By BRAD RICH

Tideland News Writer

The N.C. Coastal Federation hopes to begin work this spring to turn the unintentionally drained and unsightly ponds in front of Cape Carteret Baptist and Presbyterian churches into an aesthetically pleasing and functional natural area.

Dr. Lexia Weaver, coastal scientist for the environmental organization in Ocean, said Thursday that the two churches on N.C. 24 are working on a conservation easement that will ensure that once the work is done, the area will remain in a natural state, with trees and other suitable wetlands vegetation.

We have given them (the churches) a draft conservation easement and have been going back and forth with them a little, said Weaver, who added that she believes that process will be completed sometime in January. Everything is looking good; we dont envision any hang-ups.

The easement, Weaver said, will allow the churches to install benches, walkways, bridges, plantings and other amenities that would make the pond areas suitable for worship and other uses, but will maintain the former pond sites as natural areas capable of handling the significant storm water runoff from the properties and other hardened surfaces, such as the highway.

Once the easement is in place, Weaver said, a surveyor can go to work, and the pond in front of the Presbyterian church can be completely drained. That is necessary, she said, because we dont really know for sure whats under there. We need to know what were up against so we can get it designed properly.

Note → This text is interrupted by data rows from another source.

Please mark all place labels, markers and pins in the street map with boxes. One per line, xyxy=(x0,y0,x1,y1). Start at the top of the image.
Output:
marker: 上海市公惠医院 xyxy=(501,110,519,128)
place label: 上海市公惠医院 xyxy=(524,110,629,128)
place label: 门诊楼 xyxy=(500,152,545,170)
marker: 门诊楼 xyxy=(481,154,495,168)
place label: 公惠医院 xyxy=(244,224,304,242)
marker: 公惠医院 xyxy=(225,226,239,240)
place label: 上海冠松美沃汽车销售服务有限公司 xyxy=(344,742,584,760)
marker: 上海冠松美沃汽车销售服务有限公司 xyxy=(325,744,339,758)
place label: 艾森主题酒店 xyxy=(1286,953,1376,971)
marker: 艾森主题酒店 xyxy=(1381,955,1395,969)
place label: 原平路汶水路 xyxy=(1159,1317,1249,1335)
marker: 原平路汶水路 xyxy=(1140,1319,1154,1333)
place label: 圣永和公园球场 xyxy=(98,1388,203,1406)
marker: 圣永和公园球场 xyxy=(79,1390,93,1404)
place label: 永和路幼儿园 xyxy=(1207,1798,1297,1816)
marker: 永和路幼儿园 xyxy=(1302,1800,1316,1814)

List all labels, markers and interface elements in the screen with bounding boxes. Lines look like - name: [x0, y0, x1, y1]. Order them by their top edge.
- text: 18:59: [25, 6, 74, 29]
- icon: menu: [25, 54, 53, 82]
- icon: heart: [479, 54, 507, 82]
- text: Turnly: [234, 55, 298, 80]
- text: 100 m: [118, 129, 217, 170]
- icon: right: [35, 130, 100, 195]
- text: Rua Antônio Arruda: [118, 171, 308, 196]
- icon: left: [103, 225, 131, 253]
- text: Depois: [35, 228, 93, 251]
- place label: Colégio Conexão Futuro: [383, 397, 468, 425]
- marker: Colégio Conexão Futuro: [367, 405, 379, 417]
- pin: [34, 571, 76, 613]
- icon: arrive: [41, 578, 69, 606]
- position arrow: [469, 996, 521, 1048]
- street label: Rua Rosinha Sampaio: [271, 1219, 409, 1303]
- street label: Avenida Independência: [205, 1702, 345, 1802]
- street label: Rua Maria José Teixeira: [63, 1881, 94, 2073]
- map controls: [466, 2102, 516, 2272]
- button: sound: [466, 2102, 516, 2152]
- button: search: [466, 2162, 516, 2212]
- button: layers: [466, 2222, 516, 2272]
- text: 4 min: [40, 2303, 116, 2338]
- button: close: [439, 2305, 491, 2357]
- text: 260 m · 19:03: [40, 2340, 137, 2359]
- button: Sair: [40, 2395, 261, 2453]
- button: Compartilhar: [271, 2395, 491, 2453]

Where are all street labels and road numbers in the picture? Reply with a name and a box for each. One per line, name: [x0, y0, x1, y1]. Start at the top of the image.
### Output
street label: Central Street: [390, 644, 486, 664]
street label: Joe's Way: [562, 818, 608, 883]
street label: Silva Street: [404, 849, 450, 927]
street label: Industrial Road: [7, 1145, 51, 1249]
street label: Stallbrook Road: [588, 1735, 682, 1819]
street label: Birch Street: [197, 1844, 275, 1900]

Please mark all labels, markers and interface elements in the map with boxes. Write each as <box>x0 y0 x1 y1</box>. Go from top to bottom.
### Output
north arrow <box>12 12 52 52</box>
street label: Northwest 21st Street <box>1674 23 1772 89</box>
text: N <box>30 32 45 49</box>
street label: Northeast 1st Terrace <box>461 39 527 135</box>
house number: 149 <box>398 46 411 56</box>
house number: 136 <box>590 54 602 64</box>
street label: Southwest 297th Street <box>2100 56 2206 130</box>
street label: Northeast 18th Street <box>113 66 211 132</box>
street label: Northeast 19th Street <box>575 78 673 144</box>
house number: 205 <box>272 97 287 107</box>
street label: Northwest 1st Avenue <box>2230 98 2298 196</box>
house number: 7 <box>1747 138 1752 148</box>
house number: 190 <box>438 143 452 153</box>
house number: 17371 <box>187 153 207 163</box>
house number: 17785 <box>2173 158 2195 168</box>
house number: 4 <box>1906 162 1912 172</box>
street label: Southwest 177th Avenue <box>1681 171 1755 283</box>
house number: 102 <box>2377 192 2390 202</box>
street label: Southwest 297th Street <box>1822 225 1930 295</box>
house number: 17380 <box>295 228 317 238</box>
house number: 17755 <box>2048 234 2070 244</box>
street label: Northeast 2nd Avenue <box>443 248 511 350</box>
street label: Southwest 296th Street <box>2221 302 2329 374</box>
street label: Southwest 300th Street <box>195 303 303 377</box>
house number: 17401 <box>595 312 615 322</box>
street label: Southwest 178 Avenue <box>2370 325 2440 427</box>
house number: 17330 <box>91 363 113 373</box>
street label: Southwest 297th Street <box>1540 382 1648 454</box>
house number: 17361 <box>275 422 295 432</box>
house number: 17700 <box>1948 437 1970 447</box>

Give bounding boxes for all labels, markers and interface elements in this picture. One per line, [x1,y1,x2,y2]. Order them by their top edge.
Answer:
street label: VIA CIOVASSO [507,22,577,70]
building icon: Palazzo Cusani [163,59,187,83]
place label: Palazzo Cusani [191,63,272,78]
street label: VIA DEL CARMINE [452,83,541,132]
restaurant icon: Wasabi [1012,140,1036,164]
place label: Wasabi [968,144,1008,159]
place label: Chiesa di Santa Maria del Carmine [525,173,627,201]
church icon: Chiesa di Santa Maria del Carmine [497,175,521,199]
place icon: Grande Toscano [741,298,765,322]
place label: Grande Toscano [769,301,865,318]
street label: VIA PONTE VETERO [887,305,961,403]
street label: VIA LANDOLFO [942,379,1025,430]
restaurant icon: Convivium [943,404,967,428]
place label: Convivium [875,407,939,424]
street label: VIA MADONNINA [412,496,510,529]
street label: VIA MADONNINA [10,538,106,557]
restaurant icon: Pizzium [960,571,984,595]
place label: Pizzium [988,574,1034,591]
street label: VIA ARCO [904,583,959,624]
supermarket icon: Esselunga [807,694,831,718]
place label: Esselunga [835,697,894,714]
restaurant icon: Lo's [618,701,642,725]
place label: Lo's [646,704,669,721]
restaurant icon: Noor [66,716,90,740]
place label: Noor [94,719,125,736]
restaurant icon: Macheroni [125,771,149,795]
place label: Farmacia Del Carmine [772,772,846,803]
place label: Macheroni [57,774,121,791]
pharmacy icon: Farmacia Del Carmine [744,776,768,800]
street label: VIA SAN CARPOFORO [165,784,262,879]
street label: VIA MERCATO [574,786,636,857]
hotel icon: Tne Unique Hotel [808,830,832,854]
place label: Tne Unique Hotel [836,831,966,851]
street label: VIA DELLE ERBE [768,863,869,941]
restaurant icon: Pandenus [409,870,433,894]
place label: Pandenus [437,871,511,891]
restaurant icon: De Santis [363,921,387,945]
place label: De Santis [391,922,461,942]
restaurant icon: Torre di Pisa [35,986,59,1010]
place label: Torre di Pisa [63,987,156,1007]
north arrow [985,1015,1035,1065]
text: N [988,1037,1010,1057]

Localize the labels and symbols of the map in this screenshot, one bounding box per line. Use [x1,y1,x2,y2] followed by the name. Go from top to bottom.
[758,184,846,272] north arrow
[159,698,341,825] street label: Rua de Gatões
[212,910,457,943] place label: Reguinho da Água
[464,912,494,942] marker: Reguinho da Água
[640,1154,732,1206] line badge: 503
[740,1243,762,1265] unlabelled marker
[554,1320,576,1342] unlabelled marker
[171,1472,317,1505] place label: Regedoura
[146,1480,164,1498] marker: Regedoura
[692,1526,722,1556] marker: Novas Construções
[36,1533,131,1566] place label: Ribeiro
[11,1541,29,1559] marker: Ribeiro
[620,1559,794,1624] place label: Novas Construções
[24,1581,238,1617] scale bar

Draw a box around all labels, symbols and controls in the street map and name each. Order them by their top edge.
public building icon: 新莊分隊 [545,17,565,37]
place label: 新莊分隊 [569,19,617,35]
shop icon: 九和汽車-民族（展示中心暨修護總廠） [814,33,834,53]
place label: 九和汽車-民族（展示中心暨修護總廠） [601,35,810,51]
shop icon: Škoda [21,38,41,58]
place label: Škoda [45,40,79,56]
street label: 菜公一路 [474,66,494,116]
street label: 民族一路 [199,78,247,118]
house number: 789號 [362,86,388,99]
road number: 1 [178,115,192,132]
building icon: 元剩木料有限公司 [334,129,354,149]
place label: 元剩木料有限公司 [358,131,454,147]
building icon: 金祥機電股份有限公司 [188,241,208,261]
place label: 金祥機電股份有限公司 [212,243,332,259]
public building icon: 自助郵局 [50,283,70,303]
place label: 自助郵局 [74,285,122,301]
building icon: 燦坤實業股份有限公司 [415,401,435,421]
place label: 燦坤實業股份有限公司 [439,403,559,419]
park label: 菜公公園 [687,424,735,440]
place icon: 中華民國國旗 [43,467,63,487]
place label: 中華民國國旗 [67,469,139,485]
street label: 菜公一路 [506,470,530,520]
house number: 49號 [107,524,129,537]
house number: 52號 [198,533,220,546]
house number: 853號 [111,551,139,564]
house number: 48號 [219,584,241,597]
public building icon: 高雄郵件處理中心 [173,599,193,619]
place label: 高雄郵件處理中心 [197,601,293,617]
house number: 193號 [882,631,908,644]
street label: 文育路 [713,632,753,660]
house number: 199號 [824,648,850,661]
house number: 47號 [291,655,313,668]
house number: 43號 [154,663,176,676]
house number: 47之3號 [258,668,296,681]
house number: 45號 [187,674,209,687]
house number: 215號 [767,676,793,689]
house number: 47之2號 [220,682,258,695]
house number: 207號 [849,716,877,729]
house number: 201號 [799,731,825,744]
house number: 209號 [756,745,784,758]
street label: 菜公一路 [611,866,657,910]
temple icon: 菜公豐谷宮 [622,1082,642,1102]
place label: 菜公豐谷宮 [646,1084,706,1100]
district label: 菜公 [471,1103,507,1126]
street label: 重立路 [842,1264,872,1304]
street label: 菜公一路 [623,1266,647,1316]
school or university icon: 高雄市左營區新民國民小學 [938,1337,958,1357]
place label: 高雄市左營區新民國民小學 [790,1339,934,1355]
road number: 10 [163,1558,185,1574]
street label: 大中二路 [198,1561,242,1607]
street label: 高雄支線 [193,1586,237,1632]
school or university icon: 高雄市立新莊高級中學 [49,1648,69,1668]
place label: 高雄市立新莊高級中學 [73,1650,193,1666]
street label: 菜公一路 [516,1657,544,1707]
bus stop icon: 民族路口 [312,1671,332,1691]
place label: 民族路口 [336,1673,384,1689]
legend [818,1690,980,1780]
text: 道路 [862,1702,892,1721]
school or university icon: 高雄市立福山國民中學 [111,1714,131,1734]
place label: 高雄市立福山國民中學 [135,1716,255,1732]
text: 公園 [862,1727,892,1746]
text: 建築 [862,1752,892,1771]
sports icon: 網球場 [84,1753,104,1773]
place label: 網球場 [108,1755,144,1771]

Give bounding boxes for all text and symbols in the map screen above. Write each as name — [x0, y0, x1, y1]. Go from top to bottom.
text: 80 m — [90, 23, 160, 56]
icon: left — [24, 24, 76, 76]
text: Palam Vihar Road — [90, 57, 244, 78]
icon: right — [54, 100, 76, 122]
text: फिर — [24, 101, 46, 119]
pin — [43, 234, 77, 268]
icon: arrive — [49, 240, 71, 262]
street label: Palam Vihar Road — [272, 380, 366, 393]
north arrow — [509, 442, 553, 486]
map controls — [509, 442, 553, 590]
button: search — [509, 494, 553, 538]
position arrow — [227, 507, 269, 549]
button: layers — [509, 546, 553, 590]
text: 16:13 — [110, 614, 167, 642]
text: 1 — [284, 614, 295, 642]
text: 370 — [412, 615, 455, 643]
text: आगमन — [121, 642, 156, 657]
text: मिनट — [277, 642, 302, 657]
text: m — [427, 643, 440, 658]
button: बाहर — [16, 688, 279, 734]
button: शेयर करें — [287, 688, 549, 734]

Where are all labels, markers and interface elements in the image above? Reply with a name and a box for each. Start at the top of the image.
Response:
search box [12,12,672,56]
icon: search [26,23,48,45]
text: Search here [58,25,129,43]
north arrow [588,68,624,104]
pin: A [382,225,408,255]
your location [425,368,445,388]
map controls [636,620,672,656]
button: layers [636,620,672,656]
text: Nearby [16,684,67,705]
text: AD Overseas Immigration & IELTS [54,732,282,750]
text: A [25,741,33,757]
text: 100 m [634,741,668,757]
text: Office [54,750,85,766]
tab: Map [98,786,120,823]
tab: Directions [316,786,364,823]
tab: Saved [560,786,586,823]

The federation plans to have the project designed by either a private engineer or by the College of Engineering at N.C. State University in Raleigh.

When the federation said early this year that it would undertake the task for its neighbors, Weaver had said she and others believed the project would cost $200,000 or less, would begin this fall and would be complete by the end of 2013. Now, however, she said its too early to estimate the cost.

The money the federation will use for the work is coming from the organizations sale last summer of a permanent conservation easement for land at North River Farms in eastern Carteret County to the Natural Resources Conservation Service, a part of the U.S. Department of Agriculture.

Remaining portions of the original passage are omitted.